----- Data for processing

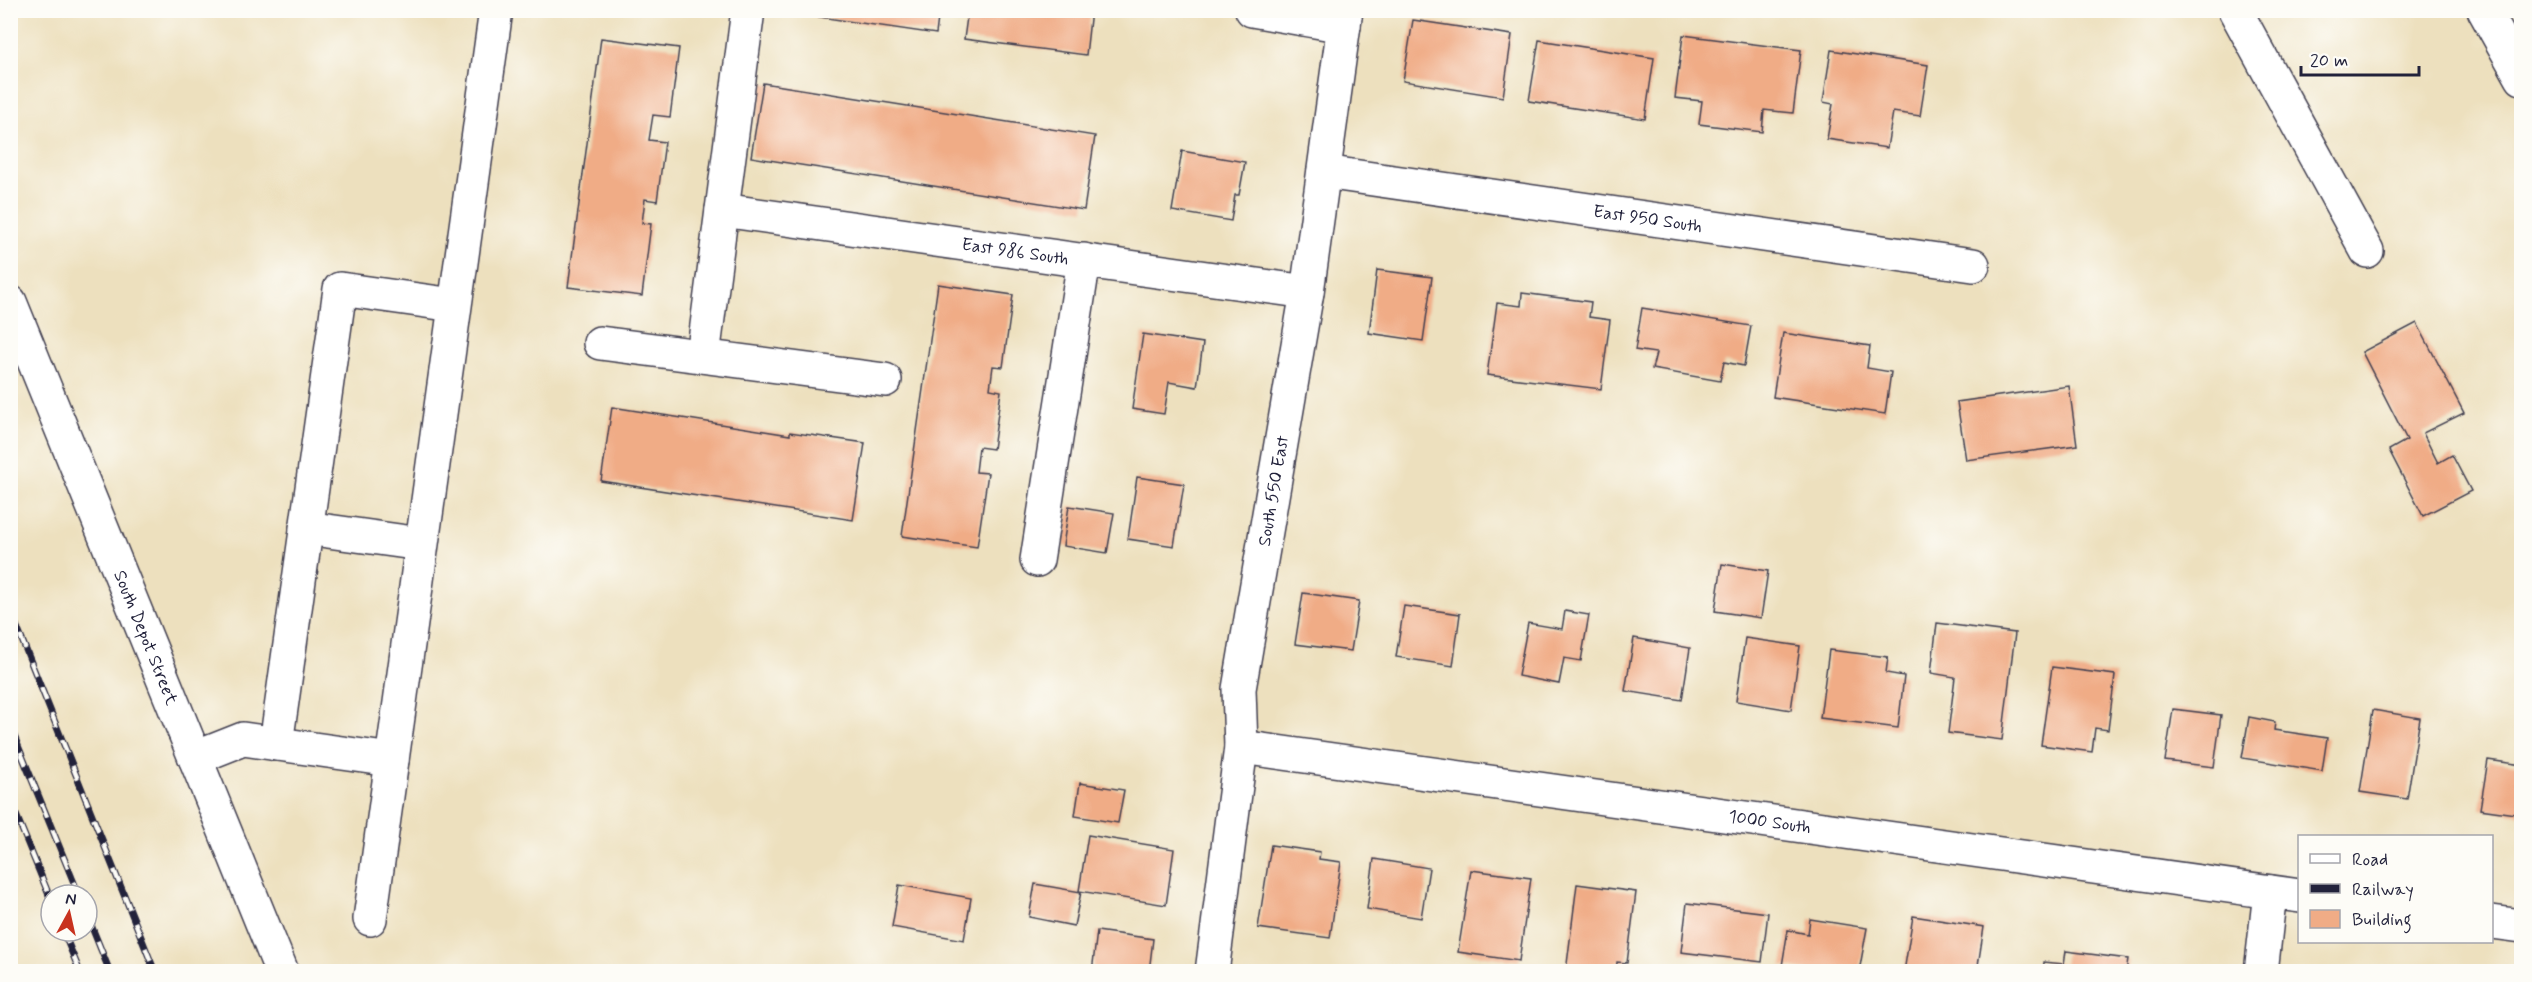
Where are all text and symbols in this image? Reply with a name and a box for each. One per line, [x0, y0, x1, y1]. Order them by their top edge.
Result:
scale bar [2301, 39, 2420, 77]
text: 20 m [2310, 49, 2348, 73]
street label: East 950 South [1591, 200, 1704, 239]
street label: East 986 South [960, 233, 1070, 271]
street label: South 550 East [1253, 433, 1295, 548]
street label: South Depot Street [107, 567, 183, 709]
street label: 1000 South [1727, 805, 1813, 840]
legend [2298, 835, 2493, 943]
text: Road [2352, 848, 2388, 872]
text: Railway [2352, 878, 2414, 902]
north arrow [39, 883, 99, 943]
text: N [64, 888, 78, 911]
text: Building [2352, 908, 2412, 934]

----------
----- Data for processing

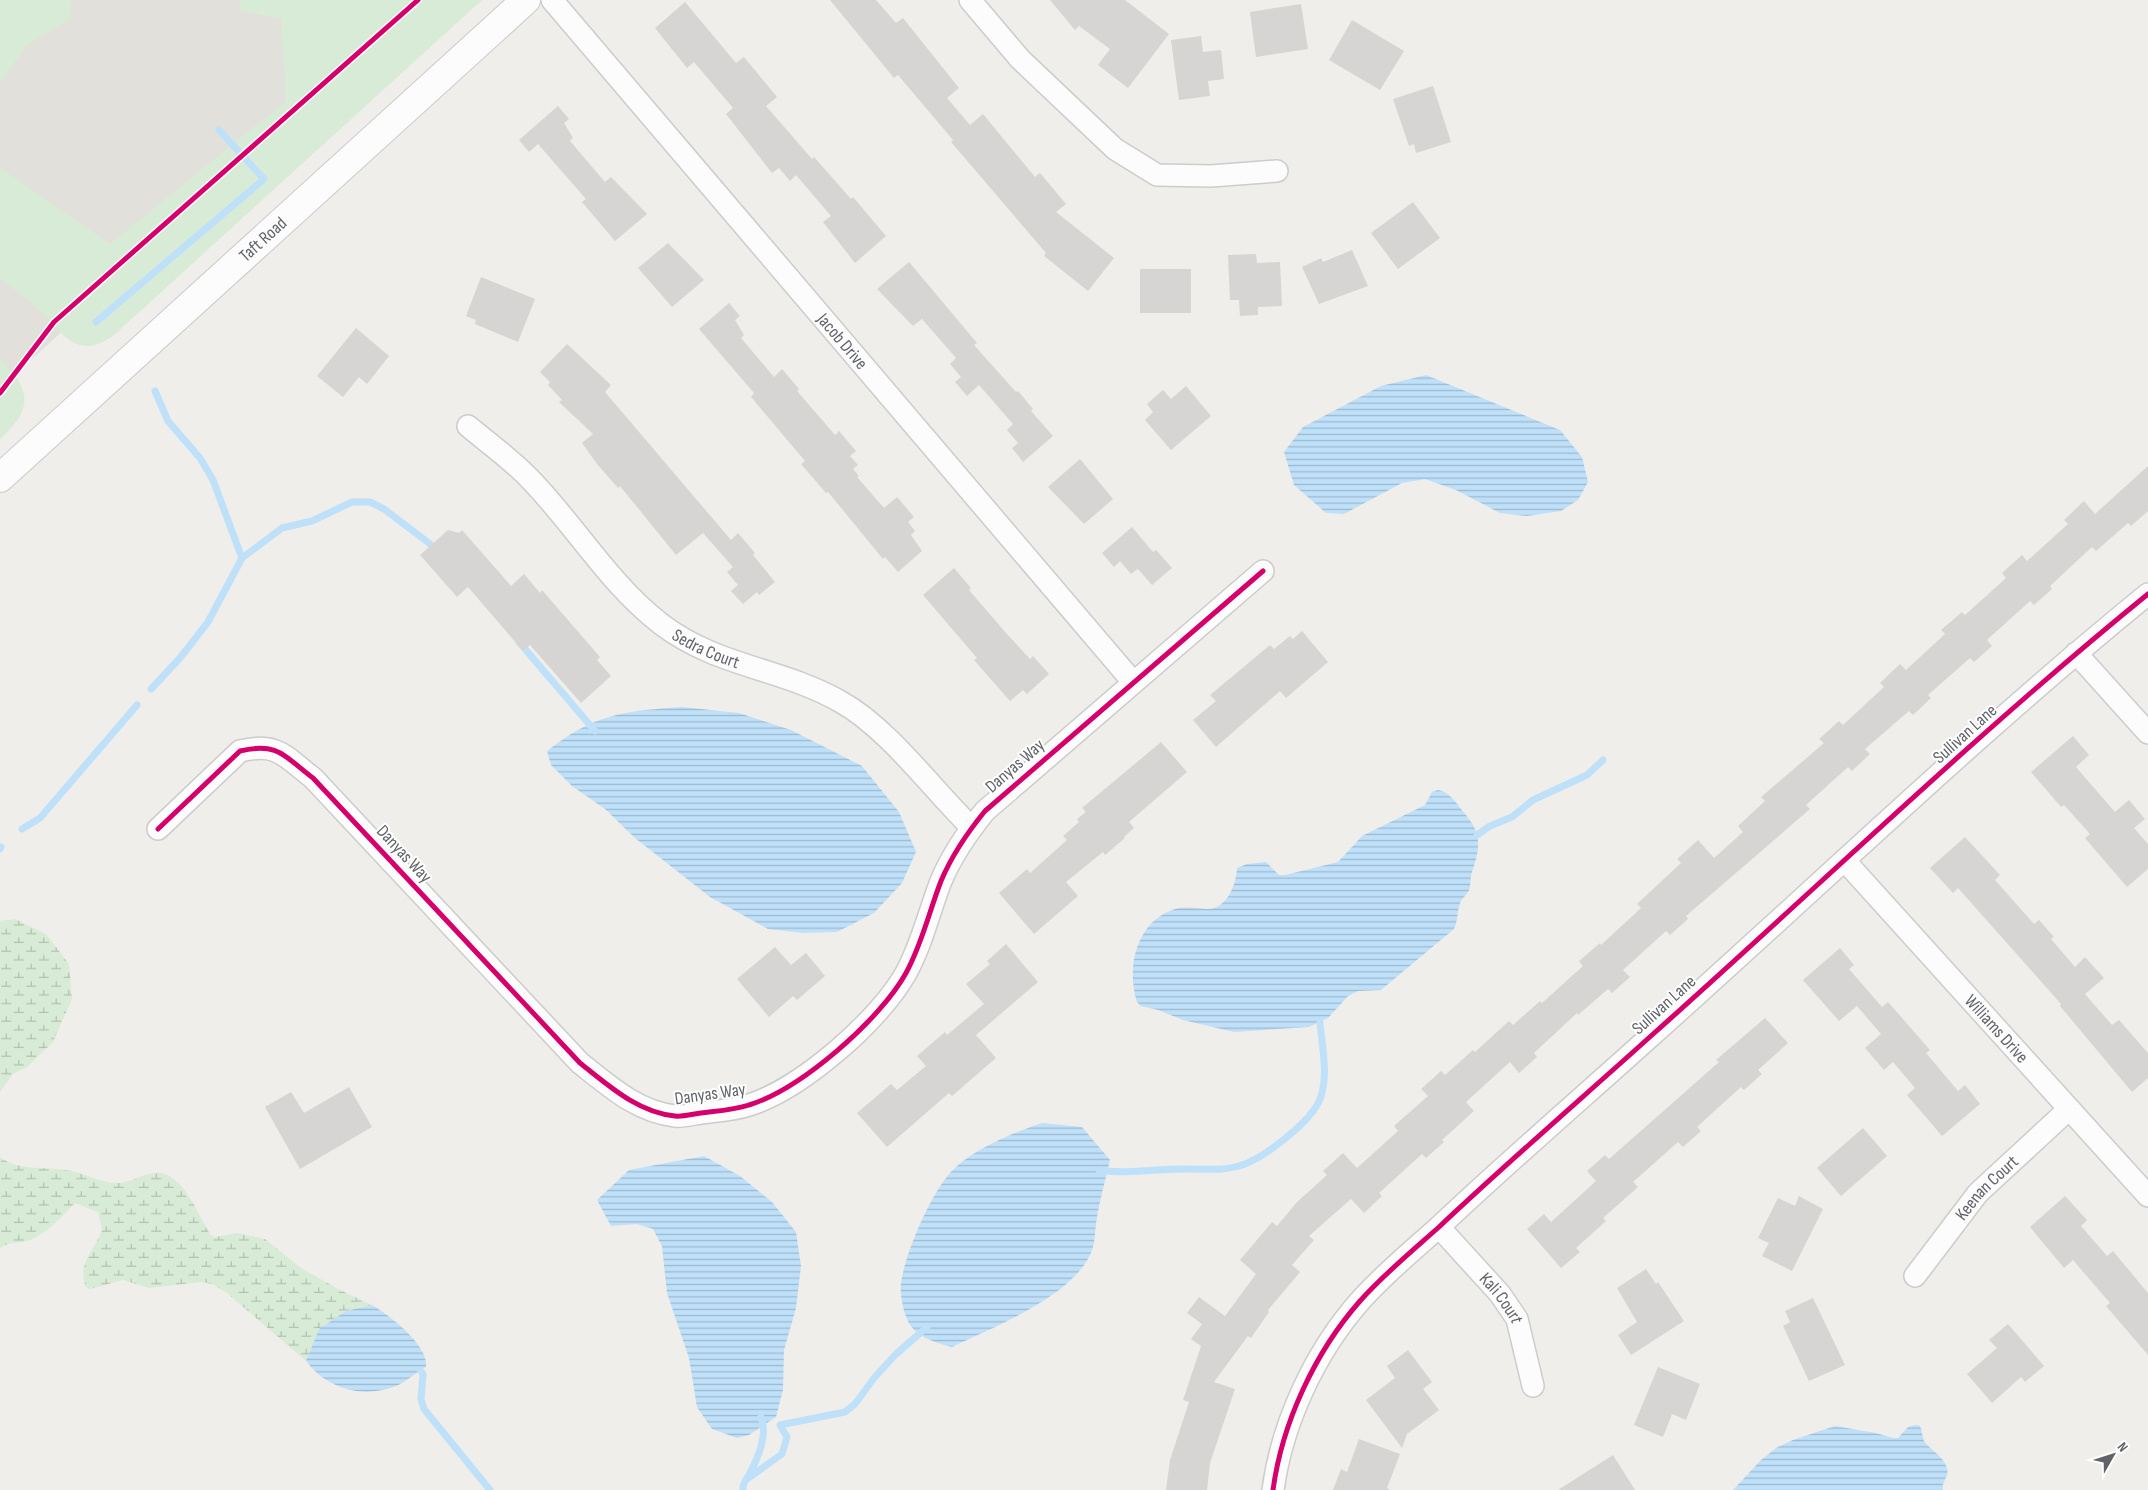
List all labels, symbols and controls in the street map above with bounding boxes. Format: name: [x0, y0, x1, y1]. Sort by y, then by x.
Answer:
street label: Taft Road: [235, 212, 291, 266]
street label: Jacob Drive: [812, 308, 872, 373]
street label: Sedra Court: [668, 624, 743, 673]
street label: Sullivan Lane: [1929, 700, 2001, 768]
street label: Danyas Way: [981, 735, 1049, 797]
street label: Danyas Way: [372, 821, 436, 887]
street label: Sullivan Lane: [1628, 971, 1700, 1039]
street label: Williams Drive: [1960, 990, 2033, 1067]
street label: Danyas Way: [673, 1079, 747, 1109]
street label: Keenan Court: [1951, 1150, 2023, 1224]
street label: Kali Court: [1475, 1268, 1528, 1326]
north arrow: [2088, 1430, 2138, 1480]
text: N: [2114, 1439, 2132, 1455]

----------

Task description: Check each line of the material above for the word "with", then state how many lines hold it. Only the number.

Answer to the exercise: 2